[Opening DATA RECORDS section]
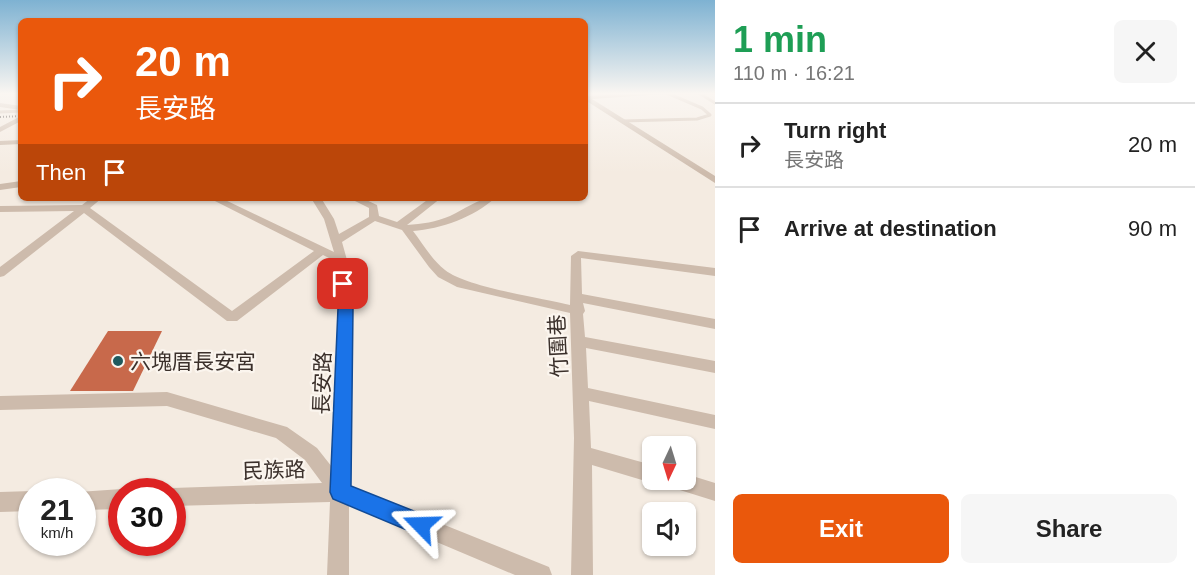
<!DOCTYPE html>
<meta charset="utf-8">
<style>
:root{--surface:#fff;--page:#f6f6f6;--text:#222;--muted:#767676;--line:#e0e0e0;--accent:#ea580c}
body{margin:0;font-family:Helvetica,"Noto Sans TC",sans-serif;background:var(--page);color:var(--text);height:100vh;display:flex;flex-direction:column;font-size:22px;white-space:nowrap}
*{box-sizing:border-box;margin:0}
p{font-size:20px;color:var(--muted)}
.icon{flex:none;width:33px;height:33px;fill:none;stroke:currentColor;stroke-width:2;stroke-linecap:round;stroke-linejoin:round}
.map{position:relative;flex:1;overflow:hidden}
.details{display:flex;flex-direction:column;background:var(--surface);width:480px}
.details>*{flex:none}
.hud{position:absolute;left:18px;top:18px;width:570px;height:183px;border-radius:9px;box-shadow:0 2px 4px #0004;background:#ea580c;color:#fff;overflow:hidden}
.needle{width:39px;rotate:184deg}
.controls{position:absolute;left:642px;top:436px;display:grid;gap:12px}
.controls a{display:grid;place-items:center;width:54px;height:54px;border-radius:9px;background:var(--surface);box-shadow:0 2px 4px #0004;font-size:30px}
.speed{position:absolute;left:18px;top:478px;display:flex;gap:12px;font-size:30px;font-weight:700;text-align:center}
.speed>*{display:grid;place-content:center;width:78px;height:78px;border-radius:50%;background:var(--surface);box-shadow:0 2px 4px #0004;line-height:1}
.speed small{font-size:15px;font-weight:400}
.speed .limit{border:9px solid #d22;background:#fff;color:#111}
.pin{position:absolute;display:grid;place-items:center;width:51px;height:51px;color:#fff;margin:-26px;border-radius:12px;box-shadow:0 3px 9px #0006}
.me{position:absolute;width:66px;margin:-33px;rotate:292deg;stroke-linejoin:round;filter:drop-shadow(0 0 4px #0008)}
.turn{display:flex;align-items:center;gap:21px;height:126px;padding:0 18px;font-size:27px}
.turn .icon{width:78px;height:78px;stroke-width:2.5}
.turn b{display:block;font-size:42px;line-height:51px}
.then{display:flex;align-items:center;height:57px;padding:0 18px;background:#0003;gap:12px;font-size:22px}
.round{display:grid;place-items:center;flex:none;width:63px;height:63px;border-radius:9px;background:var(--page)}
.headline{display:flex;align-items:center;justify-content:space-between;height:102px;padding:0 18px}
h1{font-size:36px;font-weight:700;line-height:45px;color:#1e9e55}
.cta{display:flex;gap:12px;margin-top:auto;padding:12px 18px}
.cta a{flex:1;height:69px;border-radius:9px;background:var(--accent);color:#fff;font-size:24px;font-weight:700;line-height:69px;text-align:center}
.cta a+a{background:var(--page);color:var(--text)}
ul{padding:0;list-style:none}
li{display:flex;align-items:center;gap:18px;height:84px;padding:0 18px;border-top:2px solid var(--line)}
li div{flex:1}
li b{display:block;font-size:22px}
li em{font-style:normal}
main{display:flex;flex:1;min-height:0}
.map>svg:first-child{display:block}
.building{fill:#c8694b}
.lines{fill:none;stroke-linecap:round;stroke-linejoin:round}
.service{stroke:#cdbbac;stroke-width:3}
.minor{fill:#cdbbac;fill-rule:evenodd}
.rail{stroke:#3b302b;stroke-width:2;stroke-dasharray:1 2;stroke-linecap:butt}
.route{fill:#1a73e8;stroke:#114b97;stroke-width:1.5}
.poi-dot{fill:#1f5a5e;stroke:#fbf5ee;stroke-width:2}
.labels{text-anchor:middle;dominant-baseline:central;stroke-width:4.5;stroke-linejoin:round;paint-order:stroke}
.near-street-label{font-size:21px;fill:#3b302b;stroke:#fbf5ee}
.near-poi-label{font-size:21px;fill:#3b302b;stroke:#fbf5ee;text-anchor:start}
</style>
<main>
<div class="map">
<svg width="715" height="575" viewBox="0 0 715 575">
<rect width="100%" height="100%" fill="#f4ebe1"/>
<path class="building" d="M108,331H162L133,391H70Z"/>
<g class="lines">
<g class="service">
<path d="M699,93L715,103"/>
<path d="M0,112L21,111"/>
<path d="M622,121L697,119L710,115L702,108L667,93"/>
</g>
<g class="minor">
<path d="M652,93H678L592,99L715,176V183L585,100V96Z"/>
<path d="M0,103L21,106V110L0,107Z"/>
<path d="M21,116V121L0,132V127Z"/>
<path d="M21,140V144L0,145V141Z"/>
<path d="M21,181V187L0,190V184Z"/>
<path d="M91,198H102L90,208L232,311L314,251L209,198H221L334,252L324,219L311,198H321L334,219L339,234L369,217V208L349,198H362L377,205L379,216L397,222L430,198H441L407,225C422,224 436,222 450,216C465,209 478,198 495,198C474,217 441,229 413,231C423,244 432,260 445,270C466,287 541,298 570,305L571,256L578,251L715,268V276L581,258L582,294L715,319V329L583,303L585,311L583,314L585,337L715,361V373L586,348L588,388L715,415V429L589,401L591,448L652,465V480H659L652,483L592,465L593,575H571L574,438L570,313L457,287L438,277L429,267L402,230L375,221L342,242L347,260L351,304L350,487L549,567L552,575H515L349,505V575H327L330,502L172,506V492H165L172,488L322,483L305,460L276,438L167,406L0,410V396L167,392L287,427L317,448L332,467C335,399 346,328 335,261L323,255L237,321H227L84,213L4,276L0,277V267L74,211L0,212V206L82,205Z"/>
<path d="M686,474L715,483V501L667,486L665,480H686Z"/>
<path d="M122,489L128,492H122V509L82,510V492H78Z"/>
<path d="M32,491V511L0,512V492Z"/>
</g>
<path class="rail" d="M0,117L21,116"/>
</g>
<linearGradient id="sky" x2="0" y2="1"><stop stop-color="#7eb2d2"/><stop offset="0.54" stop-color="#faf6f2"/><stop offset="1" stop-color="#faf6f2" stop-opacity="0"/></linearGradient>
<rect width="715" height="173" fill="url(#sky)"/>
<path class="route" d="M343,280L350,284L353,308L351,486L429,517L432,525L429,533L421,536L333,499L330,492L338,308L336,284Z"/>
<circle class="poi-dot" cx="118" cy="361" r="6"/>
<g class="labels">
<g class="near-street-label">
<text transform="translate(558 346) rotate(-93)">竹圍巷</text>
<text transform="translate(322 383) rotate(-88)">長安路</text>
<text transform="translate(274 470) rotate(-2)">民族路</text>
</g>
<g class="near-poi-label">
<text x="130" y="361">六塊厝長安宮</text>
</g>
</g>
</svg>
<div class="controls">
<a><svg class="needle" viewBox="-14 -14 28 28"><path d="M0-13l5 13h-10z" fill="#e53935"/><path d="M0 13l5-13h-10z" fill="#767676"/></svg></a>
<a><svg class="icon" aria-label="sound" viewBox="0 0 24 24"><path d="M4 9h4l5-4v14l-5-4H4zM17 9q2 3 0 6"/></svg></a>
</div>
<div class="speed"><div>21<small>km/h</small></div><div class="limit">30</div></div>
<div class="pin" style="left:343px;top:284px;background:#d93025"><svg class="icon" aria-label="arrive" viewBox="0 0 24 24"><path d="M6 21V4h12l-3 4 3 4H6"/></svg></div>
<svg class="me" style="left:421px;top:525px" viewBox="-20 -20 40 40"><path d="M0-17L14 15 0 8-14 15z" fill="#1a73e8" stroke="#fff" stroke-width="4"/></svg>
<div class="hud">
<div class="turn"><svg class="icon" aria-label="right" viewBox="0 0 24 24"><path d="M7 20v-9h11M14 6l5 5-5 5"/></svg><div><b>20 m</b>長安路</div></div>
<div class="then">Then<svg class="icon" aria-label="arrive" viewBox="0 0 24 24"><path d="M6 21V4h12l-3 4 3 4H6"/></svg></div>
</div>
</div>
<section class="details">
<div class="headline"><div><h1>1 min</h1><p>110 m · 16:21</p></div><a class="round"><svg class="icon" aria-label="close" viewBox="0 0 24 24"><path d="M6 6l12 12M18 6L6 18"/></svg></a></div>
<ul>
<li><svg class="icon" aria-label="right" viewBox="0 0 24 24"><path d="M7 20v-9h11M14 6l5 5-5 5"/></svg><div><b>Turn right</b><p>長安路</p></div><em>20 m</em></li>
<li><svg class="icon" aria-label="arrive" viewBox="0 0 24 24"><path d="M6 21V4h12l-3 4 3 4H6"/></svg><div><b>Arrive at destination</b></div><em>90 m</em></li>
</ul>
<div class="cta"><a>Exit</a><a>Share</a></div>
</section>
</main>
[Closing DATA RECORDS section]
> **EXERCISE BRIEF**
Report all lines above with "position".

> **RESULT OF THE TASK**
.map{position:relative;flex:1;overflow:hidden}
.hud{position:absolute;left:18px;top:18px;width:570px;height:183px;border-radius:9px;box-shadow:0 2px 4px #0004;background:#ea580c;color:#fff;overflow:hidden}
.controls{position:absolute;left:642px;top:436px;display:grid;gap:12px}
.speed{position:absolute;left:18px;top:478px;display:flex;gap:12px;font-size:30px;font-weight:700;text-align:center}
.pin{position:absolute;display:grid;place-items:center;width:51px;height:51px;color:#fff;margin:-26px;border-radius:12px;box-shadow:0 3px 9px #0006}
.me{position:absolute;width:66px;margin:-33px;rotate:292deg;stroke-linejoin:round;filter:drop-shadow(0 0 4px #0008)}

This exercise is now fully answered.